▶ **PROBLEM DESCRIPTION**
Copy from the first line below down to and including the line with "2px #3f564b) drop-shadow(0". Skip the pictures.

##############################

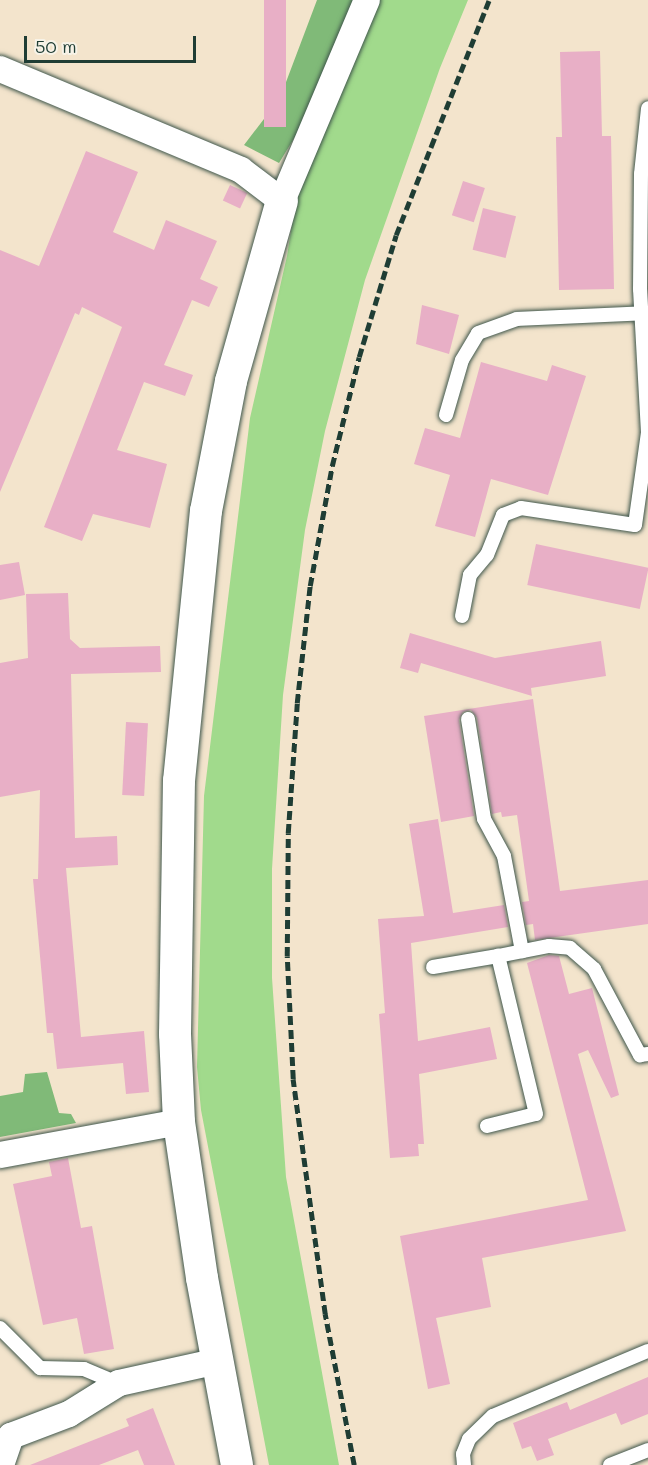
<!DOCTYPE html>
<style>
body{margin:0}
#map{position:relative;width:648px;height:1465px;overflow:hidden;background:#f3e4cc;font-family:Mali,sans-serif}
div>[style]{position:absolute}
.green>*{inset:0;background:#a1da8c}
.forest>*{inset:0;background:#80ba78}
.building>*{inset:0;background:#e8afc6;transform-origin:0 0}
.roads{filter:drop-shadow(0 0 2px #3f564b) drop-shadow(0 0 2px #3f564b)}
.service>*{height:14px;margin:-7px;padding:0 7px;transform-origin:7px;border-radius:7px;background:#fff}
.minor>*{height:26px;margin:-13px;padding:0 13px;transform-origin:13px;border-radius:13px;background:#fff}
.tertiary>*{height:32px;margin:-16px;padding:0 16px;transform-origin:16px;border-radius:16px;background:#fff}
.rail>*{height:4.5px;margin-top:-2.25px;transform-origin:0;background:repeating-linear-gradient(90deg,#1f3d34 0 9px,transparent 0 13.5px)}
span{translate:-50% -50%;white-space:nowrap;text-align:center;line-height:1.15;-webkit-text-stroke:4.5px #f7f3e8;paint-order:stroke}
.scale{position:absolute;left:24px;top:36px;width:172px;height:27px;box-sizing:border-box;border:3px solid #1f3d34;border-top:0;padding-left:8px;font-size:18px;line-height:21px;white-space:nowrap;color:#1f3d34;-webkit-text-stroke:4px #f7f3e8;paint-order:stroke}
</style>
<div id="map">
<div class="green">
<i style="clip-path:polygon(376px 0,468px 0,440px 68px,365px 280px,325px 431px,305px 530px,283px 695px,272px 869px,272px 978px,286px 1177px,339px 1465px,269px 1465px,201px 1110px,197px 1067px,204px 796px,250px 418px,287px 256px,299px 180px)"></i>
</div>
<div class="forest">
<i style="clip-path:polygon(317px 0,355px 0,304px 122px,279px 163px,244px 145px,280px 98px)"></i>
<i style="clip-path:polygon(47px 1072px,59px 1113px,71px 1114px,76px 1123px,0 1137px,0 1096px,23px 1092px,25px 1074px)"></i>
</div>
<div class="building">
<i style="left:264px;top:0;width:22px;height:127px"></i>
<i style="clip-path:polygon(600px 51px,602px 136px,611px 136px,614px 289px,559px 290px,556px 137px,562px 137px,560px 52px)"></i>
<i style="clip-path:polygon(86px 151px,138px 172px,113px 232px,154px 250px,166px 220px,217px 241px,200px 279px,218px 287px,209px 307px,192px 300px,164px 365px,193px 375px,185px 396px,144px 382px,117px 450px,167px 464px,150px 528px,93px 514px,82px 541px,44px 527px,122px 327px,82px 307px,79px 315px,75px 313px,0 492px,0 250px,39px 266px)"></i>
<i style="left:463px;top:181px;width:23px;height:36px;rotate:18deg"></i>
<i style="left:230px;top:185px;width:19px;height:17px;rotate:25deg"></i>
<i style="left:483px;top:208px;width:34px;height:43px;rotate:14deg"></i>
<i style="clip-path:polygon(422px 305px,459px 315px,449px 354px,416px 344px)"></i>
<i style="clip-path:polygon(481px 362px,547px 381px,552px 365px,586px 376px,548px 495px,491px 479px,475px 537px,435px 526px,450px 475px,414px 464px,425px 428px,460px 438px)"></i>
<i style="left:536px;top:544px;width:115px;height:42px;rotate:12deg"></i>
<i style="clip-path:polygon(19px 562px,25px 595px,0 600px,0 565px)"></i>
<i style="clip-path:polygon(68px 593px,70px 639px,80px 648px,160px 646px,161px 672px,71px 674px,75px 838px,117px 836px,118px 865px,66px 868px,81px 1037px,144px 1031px,149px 1092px,126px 1094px,123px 1063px,57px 1069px,53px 1033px,47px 1033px,33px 879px,38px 879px,40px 790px,0 797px,0 663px,28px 658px,26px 594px)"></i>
<i style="clip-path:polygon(410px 633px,495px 658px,601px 641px,606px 676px,531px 688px,532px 696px,421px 663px,418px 673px,400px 668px)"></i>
<i style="clip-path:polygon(533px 699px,560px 891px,648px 880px,648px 924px,535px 940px,533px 924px,526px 925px,522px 902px,529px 901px,517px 815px,502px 817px,501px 812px,492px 814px,477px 718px,471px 710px,463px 712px,459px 720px,474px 816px,441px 822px,424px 716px)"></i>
<i style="left:126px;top:722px;width:22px;height:73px;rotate:3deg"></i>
<i style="clip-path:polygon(438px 819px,453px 913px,504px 905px,508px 927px,411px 943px,418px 1041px,490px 1027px,497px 1059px,419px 1074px,424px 1144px,418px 1144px,419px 1156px,390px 1158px,379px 1014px,385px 1013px,378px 919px,424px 916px,409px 824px)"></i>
<i style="clip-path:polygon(549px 955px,559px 956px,569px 994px,592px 988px,619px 1095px,611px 1098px,588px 1050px,578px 1054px,626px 1231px,482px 1258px,491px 1307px,436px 1318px,450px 1384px,428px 1389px,400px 1236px,588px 1200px,527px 963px)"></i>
<i style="clip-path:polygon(68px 1158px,81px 1228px,92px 1226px,114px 1349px,84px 1354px,77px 1318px,43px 1325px,13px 1184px,52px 1176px,49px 1162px)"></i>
<i style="clip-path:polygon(648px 1377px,648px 1414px,621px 1425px,616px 1413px,548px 1439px,554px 1455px,537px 1461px,531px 1446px,522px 1449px,513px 1423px,567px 1402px,570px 1410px)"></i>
<i style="clip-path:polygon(153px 1408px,175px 1465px,144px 1465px,138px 1450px,99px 1465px,30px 1465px,129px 1426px,126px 1419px)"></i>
</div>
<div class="roads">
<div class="service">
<i style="left:446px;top:415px;width:57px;rotate:-73.8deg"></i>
<i style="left:462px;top:360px;width:31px;rotate:-59deg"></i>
<i style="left:478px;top:333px;width:41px;rotate:-19.7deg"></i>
<i style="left:517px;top:319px;width:131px;rotate:-2.6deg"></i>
<i style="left:462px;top:616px;width:42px;rotate:-79deg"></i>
<i style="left:470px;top:575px;width:26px;rotate:-50deg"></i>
<i style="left:487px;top:555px;width:43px;rotate:-68.2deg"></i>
<i style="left:503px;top:515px;width:19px;rotate:-21deg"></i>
<i style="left:521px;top:508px;width:115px;rotate:8.5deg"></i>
<i style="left:635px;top:525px;width:94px;rotate:-82deg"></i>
<i style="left:648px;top:432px;width:143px;rotate:-93.2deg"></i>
<i style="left:640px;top:289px;width:115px;rotate:-89.5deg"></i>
<i style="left:641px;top:174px;width:66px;rotate:-83.9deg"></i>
<i style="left:468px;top:719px;width:101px;rotate:80.9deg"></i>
<i style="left:484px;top:819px;width:42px;rotate:61.6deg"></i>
<i style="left:504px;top:856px;width:97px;rotate:79.3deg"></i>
<i style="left:433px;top:967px;width:66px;rotate:-9.6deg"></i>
<i style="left:487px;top:1126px;width:50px;rotate:-13.8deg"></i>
<i style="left:536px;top:1114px;width:163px;rotate:-103.5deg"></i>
<i style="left:498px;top:956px;width:52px;rotate:-11.1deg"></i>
<i style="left:549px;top:946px;width:21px;rotate:5deg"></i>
<i style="left:570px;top:948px;width:32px;rotate:41deg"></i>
<i style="left:594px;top:969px;width:98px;rotate:61.9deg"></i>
<i style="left:640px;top:1055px;width:8px;rotate:-7deg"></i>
<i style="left:0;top:1328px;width:57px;rotate:45deg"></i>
<i style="left:40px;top:1368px;width:44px;rotate:1.3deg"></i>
<i style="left:84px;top:1369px;width:36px;rotate:23deg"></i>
<i style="left:464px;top:1465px;width:11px;rotate:-95deg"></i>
<i style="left:463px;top:1454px;width:16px;rotate:-68deg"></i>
<i style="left:469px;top:1439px;width:33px;rotate:-44deg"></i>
<i style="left:493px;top:1416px;width:168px;rotate:-22.8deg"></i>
<i style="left:610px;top:1465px;width:41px;rotate:-21.5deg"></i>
</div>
<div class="minor">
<i style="left:0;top:69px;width:261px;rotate:22.7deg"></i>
<i style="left:241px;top:170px;width:51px;rotate:37.1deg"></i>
<i style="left:282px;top:201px;width:218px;rotate:-67.1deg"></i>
<i style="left:0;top:1155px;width:182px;rotate:-10.4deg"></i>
<i style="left:1px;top:1465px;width:31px;rotate:-71deg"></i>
<i style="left:11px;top:1436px;width:62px;rotate:-20.8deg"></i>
<i style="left:69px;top:1414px;width:59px;rotate:-31.8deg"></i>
<i style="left:119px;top:1383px;width:101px;rotate:-12.5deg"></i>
</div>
<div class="tertiary">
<i style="left:237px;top:1465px;width:190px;rotate:-100.6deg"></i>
<i style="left:202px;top:1278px;width:158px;rotate:-98.4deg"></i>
<i style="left:179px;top:1122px;width:88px;rotate:-92.6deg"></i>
<i style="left:175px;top:1034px;width:253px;rotate:-89.1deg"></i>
<i style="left:179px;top:781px;width:271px;rotate:-84.3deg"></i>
<i style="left:206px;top:511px;width:132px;rotate:-79.1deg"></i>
<i style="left:231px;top:381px;width:187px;rotate:-74.2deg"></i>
</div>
</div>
<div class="rail">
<i style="left:354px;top:1465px;width:154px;rotate:-100.9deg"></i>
<i style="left:325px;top:1314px;width:237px;rotate:-97.8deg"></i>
<i style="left:293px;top:1079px;width:123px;rotate:-92.8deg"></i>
<i style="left:287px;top:956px;width:123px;rotate:-89.5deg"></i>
<i style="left:288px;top:833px;width:130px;rotate:-86deg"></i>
<i style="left:297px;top:703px;width:118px;rotate:-83.7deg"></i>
<i style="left:310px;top:586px;width:122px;rotate:-79.6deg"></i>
<i style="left:332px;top:466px;width:112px;rotate:-76.1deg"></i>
<i style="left:359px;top:357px;width:127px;rotate:-73.1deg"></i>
<i style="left:396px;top:235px;width:253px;rotate:-68.4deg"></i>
</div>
<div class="scale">50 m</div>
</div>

##############################

▶ **RESULT OF THE TASK**
<!DOCTYPE html>
<style>
body{margin:0}
#map{position:relative;width:648px;height:1465px;overflow:hidden;background:#f3e4cc;font-family:Mali,sans-serif}
div>[style]{position:absolute}
.green>*{inset:0;background:#a1da8c}
.forest>*{inset:0;background:#80ba78}
.building>*{inset:0;background:#e8afc6;transform-origin:0 0}
.roads{filter:drop-shadow(0 0 2px #3f564b) drop-shadow(0 0 2px #3f564b)}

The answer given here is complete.